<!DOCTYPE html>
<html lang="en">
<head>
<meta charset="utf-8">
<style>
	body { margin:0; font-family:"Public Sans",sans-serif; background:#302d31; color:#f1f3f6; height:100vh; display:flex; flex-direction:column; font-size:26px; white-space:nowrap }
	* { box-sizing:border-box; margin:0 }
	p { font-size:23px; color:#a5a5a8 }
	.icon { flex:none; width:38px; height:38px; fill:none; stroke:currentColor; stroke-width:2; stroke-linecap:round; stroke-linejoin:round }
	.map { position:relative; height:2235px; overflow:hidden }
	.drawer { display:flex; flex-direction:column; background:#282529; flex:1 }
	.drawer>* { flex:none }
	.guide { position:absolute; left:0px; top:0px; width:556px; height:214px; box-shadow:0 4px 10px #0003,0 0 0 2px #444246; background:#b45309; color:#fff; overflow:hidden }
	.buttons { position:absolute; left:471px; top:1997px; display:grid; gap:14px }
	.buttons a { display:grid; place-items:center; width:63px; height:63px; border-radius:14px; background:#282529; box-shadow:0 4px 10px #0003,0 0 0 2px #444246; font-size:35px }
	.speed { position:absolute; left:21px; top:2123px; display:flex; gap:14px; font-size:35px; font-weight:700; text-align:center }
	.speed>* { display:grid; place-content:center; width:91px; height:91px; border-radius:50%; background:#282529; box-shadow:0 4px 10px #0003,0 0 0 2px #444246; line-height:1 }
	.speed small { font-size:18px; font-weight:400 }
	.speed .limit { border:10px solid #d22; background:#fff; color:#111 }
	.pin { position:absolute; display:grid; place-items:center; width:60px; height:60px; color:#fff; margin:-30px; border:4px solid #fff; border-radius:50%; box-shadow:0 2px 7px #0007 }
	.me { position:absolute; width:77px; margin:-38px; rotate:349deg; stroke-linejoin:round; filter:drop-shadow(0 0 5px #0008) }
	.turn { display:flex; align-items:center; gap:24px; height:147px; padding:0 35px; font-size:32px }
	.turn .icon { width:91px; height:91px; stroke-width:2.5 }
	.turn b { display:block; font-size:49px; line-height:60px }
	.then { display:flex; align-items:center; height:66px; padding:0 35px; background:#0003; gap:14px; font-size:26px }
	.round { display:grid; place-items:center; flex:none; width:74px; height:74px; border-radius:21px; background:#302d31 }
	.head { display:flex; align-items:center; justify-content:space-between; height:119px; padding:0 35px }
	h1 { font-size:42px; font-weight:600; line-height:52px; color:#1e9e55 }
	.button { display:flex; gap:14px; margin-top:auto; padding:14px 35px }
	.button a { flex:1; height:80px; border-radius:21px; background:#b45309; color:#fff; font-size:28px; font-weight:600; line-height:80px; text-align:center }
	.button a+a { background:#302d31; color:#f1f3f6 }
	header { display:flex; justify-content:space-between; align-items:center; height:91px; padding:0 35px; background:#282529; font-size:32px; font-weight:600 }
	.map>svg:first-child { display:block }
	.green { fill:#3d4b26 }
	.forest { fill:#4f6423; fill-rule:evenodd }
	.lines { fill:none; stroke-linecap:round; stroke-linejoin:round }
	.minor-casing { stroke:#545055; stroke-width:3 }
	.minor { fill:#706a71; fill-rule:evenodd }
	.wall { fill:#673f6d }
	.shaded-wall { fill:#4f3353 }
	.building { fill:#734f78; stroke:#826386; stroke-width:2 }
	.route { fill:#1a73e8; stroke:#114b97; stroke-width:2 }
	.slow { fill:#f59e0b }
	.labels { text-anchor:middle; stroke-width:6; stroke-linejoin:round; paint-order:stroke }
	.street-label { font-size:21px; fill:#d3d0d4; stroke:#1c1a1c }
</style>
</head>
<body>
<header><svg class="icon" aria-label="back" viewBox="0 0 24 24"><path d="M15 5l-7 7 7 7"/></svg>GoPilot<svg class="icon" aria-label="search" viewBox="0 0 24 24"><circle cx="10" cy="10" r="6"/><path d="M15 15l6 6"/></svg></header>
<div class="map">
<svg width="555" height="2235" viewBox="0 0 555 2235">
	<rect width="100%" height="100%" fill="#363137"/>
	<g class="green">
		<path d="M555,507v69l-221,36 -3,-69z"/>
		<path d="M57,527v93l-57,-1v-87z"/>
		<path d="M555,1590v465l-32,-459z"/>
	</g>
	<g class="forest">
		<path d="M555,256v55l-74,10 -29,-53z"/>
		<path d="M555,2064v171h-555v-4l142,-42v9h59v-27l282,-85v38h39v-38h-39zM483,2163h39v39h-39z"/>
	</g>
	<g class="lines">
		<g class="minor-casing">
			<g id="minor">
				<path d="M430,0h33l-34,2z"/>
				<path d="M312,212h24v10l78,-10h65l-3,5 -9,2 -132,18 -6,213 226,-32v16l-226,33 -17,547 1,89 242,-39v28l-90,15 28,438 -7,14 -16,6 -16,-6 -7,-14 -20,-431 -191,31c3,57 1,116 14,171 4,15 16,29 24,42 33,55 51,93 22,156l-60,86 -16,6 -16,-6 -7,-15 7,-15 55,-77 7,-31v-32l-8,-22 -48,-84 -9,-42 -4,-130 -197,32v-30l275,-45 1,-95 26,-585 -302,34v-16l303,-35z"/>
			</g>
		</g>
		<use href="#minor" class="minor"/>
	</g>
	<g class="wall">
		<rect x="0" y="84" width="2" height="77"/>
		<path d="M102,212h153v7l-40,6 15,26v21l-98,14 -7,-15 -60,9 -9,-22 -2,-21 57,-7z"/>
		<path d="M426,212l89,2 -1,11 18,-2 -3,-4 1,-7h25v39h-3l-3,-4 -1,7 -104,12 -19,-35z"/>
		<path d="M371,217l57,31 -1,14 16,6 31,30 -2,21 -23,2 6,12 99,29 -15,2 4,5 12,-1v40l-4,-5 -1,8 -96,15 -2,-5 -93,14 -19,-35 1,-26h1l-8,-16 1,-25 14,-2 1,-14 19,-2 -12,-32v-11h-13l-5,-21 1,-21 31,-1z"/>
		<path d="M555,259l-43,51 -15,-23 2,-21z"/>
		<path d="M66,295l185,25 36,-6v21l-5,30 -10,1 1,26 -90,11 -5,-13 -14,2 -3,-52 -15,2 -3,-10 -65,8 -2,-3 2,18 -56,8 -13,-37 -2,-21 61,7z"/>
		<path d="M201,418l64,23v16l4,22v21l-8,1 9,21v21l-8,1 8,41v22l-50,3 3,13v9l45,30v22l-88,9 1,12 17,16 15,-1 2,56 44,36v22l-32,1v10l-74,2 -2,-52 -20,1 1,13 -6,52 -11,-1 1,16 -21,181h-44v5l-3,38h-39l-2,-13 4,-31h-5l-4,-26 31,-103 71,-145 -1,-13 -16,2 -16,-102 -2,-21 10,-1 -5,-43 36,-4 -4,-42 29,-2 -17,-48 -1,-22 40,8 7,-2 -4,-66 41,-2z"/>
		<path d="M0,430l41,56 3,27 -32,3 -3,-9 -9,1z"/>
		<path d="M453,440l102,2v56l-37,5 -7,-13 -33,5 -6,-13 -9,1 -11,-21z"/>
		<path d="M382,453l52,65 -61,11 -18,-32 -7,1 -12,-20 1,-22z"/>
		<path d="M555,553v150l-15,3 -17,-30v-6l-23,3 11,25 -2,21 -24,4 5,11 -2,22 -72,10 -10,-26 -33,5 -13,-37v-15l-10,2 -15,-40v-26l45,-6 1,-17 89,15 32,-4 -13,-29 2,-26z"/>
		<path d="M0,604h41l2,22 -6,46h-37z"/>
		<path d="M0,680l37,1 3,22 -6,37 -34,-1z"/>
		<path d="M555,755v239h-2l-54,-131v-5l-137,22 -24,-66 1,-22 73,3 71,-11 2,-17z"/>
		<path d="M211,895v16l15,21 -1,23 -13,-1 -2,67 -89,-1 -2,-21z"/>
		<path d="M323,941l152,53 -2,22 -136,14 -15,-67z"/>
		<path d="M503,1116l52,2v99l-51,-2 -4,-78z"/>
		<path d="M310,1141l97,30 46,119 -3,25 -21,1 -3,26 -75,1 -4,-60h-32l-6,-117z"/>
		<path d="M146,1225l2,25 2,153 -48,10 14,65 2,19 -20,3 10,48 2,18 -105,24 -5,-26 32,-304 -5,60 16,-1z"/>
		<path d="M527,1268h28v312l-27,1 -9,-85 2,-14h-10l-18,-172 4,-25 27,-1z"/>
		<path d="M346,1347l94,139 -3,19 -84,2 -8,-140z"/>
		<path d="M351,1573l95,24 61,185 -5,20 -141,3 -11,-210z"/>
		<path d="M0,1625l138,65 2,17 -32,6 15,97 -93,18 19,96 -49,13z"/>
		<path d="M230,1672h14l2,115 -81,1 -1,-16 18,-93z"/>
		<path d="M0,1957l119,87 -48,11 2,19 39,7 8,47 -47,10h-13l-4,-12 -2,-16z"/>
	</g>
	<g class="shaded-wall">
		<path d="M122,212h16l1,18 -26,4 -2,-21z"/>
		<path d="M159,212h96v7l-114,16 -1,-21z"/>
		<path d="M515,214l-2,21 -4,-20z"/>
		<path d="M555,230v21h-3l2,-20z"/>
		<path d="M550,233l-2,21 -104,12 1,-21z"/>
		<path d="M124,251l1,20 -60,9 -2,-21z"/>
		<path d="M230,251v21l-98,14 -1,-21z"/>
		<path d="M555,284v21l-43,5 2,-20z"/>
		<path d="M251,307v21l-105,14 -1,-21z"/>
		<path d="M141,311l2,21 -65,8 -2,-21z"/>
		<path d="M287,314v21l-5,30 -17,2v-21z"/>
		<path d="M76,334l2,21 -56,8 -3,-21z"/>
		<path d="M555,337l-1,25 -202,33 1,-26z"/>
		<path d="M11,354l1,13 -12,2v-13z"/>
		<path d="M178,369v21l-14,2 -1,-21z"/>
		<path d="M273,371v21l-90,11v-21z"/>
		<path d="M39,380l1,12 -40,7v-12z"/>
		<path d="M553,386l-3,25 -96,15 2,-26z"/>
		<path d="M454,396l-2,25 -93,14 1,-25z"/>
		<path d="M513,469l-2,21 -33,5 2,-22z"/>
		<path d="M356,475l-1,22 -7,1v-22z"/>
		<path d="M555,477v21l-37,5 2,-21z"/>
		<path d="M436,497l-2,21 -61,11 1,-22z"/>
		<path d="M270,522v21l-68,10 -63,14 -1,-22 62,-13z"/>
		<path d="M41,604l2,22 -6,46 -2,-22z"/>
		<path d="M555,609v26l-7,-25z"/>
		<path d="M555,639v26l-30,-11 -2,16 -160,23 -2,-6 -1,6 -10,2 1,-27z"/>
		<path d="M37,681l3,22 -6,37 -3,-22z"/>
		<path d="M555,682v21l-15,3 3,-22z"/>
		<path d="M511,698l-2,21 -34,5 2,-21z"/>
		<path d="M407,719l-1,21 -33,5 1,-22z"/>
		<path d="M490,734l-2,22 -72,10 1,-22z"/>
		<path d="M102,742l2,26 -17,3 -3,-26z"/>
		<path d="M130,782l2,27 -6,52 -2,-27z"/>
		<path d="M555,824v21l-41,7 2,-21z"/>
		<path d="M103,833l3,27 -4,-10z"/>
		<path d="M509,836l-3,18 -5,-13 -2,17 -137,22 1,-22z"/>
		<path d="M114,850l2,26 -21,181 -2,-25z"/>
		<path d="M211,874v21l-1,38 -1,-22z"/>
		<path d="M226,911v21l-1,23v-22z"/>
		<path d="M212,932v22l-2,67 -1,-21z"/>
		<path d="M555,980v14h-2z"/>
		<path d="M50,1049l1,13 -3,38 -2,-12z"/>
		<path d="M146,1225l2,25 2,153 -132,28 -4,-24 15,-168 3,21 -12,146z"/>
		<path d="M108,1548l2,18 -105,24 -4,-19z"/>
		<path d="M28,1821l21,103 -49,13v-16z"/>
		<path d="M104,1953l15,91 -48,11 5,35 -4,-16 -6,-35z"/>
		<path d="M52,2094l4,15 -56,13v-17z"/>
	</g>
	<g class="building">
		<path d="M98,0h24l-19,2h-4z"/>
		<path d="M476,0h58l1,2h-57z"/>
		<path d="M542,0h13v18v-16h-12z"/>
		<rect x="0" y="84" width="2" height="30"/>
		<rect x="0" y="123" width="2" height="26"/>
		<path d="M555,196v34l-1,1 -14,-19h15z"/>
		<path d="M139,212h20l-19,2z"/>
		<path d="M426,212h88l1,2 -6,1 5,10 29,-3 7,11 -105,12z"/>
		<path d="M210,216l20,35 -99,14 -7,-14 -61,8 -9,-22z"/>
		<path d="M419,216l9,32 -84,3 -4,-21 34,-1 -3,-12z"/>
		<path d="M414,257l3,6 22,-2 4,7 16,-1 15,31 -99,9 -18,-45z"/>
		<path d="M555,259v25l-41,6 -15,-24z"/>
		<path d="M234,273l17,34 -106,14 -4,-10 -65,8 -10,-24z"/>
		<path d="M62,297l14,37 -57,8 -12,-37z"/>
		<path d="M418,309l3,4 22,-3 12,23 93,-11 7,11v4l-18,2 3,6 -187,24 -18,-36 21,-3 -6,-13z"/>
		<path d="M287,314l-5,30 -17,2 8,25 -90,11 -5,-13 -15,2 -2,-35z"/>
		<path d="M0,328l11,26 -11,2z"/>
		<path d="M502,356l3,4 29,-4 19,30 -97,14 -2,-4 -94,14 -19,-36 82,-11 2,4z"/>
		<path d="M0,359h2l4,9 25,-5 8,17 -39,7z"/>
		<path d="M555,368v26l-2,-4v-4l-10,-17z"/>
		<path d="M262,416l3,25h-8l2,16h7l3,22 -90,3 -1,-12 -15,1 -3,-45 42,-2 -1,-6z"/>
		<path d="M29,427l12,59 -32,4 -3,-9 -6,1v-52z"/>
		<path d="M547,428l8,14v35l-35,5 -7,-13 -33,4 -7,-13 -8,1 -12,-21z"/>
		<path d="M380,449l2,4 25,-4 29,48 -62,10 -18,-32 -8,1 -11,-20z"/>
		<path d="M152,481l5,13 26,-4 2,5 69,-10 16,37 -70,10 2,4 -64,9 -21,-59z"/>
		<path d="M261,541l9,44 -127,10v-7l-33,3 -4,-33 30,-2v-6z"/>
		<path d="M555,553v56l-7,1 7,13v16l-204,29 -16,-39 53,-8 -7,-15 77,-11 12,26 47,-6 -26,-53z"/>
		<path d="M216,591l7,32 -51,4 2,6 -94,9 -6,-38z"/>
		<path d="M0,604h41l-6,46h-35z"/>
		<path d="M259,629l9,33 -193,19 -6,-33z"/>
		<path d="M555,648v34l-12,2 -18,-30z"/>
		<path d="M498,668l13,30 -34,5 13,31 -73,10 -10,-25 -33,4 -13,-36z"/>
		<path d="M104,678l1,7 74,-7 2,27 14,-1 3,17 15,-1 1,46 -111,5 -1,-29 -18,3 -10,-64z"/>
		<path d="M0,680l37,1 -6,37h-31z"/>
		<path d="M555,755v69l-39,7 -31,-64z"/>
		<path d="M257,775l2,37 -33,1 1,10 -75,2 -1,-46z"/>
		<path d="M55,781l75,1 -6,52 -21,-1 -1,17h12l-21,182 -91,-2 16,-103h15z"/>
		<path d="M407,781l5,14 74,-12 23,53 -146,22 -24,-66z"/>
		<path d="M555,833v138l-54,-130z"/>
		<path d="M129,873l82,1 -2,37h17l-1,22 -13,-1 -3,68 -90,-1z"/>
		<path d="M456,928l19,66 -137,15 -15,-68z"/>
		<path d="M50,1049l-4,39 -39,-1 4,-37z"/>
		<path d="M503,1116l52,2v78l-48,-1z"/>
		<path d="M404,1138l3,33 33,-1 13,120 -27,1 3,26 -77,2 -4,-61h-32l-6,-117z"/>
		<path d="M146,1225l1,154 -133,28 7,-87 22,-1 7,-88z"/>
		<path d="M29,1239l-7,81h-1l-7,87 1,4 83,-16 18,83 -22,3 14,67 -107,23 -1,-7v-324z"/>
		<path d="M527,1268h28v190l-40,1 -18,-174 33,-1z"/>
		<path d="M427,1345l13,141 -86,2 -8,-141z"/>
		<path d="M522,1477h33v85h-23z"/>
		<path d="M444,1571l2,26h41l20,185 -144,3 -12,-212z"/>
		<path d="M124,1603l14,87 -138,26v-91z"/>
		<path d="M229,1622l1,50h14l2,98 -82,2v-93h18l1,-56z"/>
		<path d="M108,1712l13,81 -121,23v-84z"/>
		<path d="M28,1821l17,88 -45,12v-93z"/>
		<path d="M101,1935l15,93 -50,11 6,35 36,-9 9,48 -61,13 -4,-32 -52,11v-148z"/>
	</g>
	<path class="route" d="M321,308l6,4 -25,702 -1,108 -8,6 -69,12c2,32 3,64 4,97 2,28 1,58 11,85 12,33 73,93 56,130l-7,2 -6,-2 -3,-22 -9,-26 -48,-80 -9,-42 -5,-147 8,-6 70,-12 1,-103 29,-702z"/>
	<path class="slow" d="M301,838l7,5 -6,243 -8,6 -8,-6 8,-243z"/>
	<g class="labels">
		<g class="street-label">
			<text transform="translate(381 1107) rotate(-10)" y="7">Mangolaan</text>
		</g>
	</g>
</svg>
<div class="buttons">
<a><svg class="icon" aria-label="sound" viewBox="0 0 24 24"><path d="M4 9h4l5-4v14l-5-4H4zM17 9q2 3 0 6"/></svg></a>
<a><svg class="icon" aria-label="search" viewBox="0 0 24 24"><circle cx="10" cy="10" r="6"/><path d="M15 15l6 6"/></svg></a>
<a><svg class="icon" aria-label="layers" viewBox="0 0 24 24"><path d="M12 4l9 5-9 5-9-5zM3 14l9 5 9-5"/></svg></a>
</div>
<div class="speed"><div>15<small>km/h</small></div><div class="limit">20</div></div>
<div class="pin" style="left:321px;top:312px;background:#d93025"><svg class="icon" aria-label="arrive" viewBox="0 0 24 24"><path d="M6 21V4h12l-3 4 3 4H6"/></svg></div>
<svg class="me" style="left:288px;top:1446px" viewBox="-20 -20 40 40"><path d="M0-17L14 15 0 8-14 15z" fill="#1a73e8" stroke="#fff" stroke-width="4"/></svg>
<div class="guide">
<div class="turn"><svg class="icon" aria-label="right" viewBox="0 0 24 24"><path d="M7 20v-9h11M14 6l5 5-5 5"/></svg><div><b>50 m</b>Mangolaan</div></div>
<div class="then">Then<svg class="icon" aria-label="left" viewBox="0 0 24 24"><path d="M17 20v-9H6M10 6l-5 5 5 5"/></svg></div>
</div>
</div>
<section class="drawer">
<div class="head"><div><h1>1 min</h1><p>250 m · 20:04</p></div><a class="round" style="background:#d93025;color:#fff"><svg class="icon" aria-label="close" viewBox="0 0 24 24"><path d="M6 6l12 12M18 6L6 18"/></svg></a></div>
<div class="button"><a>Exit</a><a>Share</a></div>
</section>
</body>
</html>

● **WHAT THIS TASK INVOLVES**
Copy here each line of the preceding records with "small" in it.

● **TASK OUTPUT**
	.speed small { font-size:18px; font-weight:400 }
<div class="speed"><div>15<small>km/h</small></div><div class="limit">20</div></div>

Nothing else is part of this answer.